En fait, le pont aurait appartenu à une personne physique ou morale privée, dont la motivation était la valorisation (peu importe ici que ce soit une valorisation financière ou purement patrimoniale), une réaction aurait eu lieu dès les premiers cadenas posés, probablement avec leur retrait. Or, de retraits en retraits, l’habitude d’en placer n’aurait jamais été prise, et à plus forte raison, il n’y aurait pas eu de vendeurs de cadenas à proximité, ces derniers finissant systématiquement à la poubelle. On peut même envisager que le propriétaire aurait eu les moyens de poursuivre les cadenasseurs fous pour dégradation de bien privé… Autrement dit, le problème que le pauvre Julliard tente à présent de résoudre maladroitement ne se serait jamais posé.

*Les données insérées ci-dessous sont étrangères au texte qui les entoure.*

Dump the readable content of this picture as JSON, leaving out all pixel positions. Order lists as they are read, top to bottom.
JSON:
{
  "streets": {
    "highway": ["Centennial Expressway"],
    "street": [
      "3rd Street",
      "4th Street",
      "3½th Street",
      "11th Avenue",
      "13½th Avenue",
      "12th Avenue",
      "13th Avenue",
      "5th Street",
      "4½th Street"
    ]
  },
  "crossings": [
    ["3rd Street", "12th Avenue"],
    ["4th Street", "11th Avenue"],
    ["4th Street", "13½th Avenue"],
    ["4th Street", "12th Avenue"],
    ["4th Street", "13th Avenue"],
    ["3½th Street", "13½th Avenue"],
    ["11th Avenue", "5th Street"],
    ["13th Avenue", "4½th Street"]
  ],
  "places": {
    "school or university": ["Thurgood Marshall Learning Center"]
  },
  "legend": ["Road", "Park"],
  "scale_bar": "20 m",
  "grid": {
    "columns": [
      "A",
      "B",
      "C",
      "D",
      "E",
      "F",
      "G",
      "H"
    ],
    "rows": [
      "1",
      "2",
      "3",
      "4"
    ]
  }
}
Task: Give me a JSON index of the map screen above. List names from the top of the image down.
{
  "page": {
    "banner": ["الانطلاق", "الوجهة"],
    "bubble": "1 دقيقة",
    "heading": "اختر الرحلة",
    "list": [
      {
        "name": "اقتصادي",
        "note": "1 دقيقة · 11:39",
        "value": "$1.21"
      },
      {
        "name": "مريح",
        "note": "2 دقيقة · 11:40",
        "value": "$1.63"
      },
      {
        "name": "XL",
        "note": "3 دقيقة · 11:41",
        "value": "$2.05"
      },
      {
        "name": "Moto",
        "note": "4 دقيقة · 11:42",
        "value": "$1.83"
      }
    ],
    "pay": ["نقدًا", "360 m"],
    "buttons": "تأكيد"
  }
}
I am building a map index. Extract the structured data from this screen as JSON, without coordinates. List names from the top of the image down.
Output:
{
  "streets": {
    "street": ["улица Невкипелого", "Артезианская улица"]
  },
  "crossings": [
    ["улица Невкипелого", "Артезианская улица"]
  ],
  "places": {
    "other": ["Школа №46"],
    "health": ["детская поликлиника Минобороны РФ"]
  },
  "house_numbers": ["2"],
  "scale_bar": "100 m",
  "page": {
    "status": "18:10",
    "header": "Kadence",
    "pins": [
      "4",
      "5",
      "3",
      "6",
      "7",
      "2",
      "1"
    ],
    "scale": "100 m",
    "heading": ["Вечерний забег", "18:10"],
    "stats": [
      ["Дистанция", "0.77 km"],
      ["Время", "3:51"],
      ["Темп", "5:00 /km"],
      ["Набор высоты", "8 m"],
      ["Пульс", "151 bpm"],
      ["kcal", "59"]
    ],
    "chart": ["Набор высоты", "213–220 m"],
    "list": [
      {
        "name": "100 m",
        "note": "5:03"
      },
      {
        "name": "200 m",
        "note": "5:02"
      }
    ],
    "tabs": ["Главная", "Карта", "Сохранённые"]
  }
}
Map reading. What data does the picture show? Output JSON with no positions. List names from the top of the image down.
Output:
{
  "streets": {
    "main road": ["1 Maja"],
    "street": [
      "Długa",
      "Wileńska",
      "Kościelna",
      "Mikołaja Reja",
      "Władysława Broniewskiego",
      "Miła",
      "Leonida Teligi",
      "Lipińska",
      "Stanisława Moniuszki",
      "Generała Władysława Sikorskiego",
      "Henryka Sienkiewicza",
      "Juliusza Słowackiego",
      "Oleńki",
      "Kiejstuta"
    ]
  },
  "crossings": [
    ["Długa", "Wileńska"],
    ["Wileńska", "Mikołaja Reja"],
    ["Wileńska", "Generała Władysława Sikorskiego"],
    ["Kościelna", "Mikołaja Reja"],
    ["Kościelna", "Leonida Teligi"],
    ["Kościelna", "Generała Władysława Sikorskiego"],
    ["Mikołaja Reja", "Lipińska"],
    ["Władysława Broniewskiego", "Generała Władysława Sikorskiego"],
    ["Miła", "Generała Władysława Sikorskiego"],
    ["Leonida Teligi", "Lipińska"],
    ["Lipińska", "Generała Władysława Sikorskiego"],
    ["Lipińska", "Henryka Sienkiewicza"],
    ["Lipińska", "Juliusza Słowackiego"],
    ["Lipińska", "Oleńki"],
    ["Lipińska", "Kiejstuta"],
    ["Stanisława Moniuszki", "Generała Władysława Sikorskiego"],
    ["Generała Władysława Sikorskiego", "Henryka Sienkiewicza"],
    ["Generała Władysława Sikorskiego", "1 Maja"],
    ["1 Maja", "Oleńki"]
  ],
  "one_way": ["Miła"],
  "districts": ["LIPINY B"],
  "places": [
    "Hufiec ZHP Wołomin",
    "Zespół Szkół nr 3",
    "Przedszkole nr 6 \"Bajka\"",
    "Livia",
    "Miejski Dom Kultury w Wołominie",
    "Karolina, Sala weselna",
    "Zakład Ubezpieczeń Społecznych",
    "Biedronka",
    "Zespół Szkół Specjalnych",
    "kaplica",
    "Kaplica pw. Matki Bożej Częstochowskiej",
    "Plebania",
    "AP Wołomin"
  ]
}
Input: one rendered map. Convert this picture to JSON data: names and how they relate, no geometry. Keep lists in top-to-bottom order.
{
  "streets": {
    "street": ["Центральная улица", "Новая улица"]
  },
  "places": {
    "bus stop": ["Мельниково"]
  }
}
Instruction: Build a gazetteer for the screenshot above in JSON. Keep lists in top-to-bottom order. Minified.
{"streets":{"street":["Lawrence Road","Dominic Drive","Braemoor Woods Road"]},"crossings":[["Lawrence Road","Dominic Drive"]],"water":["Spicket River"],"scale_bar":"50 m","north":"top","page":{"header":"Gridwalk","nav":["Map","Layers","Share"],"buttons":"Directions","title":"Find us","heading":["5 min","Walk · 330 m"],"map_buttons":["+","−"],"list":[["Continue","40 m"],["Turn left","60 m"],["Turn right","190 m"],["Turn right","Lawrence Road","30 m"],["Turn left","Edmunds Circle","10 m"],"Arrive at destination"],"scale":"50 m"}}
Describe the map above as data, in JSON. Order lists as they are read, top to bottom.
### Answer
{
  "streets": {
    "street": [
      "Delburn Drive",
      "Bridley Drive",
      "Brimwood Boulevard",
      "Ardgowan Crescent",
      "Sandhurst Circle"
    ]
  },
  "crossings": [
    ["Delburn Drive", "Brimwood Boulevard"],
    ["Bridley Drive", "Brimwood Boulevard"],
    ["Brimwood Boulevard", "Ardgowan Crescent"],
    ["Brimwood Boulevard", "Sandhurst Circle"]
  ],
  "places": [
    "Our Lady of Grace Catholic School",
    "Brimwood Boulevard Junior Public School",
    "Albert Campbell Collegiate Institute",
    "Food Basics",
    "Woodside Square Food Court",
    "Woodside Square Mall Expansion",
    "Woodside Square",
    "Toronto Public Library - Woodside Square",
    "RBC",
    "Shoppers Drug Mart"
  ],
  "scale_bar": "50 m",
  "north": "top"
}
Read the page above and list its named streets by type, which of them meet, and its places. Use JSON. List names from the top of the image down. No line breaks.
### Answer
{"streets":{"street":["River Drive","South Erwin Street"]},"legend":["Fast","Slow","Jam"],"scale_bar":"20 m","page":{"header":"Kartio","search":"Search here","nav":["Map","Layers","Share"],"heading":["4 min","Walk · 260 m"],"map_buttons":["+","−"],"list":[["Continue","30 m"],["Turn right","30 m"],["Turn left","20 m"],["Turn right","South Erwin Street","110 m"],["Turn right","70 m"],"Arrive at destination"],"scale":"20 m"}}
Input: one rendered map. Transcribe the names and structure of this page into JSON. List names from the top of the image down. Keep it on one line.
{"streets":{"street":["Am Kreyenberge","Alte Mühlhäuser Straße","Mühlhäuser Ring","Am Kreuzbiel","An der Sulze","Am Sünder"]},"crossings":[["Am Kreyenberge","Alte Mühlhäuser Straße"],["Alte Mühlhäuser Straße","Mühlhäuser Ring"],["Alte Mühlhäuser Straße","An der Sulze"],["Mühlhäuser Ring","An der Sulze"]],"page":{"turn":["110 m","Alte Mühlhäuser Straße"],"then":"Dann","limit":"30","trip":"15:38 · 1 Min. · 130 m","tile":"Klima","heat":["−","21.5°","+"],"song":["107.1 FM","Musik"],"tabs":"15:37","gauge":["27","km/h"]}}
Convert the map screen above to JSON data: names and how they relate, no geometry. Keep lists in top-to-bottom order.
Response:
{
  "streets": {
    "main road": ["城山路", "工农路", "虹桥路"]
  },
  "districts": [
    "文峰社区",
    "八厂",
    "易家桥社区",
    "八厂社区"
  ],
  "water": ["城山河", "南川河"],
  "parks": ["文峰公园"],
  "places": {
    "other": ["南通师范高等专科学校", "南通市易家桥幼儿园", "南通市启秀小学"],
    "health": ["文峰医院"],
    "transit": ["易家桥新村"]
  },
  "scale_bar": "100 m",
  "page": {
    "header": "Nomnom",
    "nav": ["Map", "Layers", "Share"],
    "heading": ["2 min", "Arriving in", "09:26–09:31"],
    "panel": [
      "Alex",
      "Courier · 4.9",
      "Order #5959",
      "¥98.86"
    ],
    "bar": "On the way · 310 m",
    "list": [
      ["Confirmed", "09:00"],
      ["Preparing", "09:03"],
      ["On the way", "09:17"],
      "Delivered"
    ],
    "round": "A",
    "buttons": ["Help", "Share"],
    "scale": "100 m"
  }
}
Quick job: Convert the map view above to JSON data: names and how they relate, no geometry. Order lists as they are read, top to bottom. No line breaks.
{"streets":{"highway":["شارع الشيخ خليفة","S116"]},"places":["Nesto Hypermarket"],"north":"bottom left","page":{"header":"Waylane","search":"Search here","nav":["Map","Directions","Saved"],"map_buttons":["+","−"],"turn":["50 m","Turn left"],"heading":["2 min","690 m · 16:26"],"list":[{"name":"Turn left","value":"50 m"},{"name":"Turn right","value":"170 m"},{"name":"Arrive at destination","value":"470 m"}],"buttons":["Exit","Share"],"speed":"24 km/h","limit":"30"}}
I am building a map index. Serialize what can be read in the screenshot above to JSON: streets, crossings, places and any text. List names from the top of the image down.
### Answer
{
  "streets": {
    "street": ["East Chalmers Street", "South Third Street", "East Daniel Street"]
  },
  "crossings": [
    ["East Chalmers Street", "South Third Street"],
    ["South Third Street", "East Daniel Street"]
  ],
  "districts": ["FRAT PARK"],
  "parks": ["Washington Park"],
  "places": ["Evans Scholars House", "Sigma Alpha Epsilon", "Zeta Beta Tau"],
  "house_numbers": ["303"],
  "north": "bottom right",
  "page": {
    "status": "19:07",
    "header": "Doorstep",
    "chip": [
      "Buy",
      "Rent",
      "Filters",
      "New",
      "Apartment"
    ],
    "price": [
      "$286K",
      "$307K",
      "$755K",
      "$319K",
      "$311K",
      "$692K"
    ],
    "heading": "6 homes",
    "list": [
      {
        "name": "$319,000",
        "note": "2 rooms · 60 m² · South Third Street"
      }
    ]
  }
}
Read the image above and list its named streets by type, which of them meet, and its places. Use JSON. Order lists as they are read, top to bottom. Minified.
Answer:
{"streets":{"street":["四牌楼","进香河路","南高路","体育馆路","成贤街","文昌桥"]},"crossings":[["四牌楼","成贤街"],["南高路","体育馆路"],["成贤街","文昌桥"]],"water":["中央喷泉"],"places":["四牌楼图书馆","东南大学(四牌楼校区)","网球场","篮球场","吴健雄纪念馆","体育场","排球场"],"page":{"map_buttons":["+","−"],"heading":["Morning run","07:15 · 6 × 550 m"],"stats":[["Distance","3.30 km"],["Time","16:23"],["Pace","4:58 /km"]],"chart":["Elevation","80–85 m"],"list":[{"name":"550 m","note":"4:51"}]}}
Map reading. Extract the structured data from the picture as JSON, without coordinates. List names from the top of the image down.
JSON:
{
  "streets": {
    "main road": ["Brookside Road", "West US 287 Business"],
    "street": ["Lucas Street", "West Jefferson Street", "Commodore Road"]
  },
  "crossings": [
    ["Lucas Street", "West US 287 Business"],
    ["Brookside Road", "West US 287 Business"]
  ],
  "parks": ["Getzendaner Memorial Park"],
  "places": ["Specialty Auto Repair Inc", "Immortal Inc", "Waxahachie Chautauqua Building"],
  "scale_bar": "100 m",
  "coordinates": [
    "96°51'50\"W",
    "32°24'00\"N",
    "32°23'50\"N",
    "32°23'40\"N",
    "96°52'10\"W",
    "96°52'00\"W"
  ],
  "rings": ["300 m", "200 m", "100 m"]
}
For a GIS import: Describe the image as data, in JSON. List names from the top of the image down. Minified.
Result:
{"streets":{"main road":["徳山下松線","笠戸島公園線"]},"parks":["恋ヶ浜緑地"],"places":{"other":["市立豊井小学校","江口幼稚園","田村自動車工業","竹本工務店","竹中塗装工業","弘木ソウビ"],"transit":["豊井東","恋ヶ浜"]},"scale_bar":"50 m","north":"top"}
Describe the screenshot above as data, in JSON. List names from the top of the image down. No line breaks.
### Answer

Et sans même aller jusqu’à la privatisation du Pont des Arts (qui ferait sans aucun doute frémir la plupart des Français bien attachés à la chose publique, dussent-ils en souffrir longuement) on peut très bien imaginer qu’une fois l’ensemble des cadenas retirés et les grilles renouvelées, une surveillance légère soit mise en place (par une brigade de clowns et de mimes, par exemple) à l’instar de ce qu’on observe dans la plupart des grands parcs publics. Celle-ci suffirait à calmer les ardeurs des cadenasseurs, d’une part, et si d’autre part, elle s’ajoute d’un retrait prompt et systématique de chaque nouveau cadenas posé (certains cambrioleurs sont devenus maîtres dans l’art de faire sauter ces antivols, il ne doit pas être trop complexe de reproduire leurs techniques, largement documentées par les caméras de surveillance), l’habitude de verrouiller les grilles se perdra très vite.
Privatisation ou prévention légère, on voit en tout cas mal ce qui justifie l’étrange mobilisation de l’adjoint Bruno. À moins, peut-être, que les homo-festivus de la mairie de Paris aient quelque argent à dépenser pour des artistes amis ?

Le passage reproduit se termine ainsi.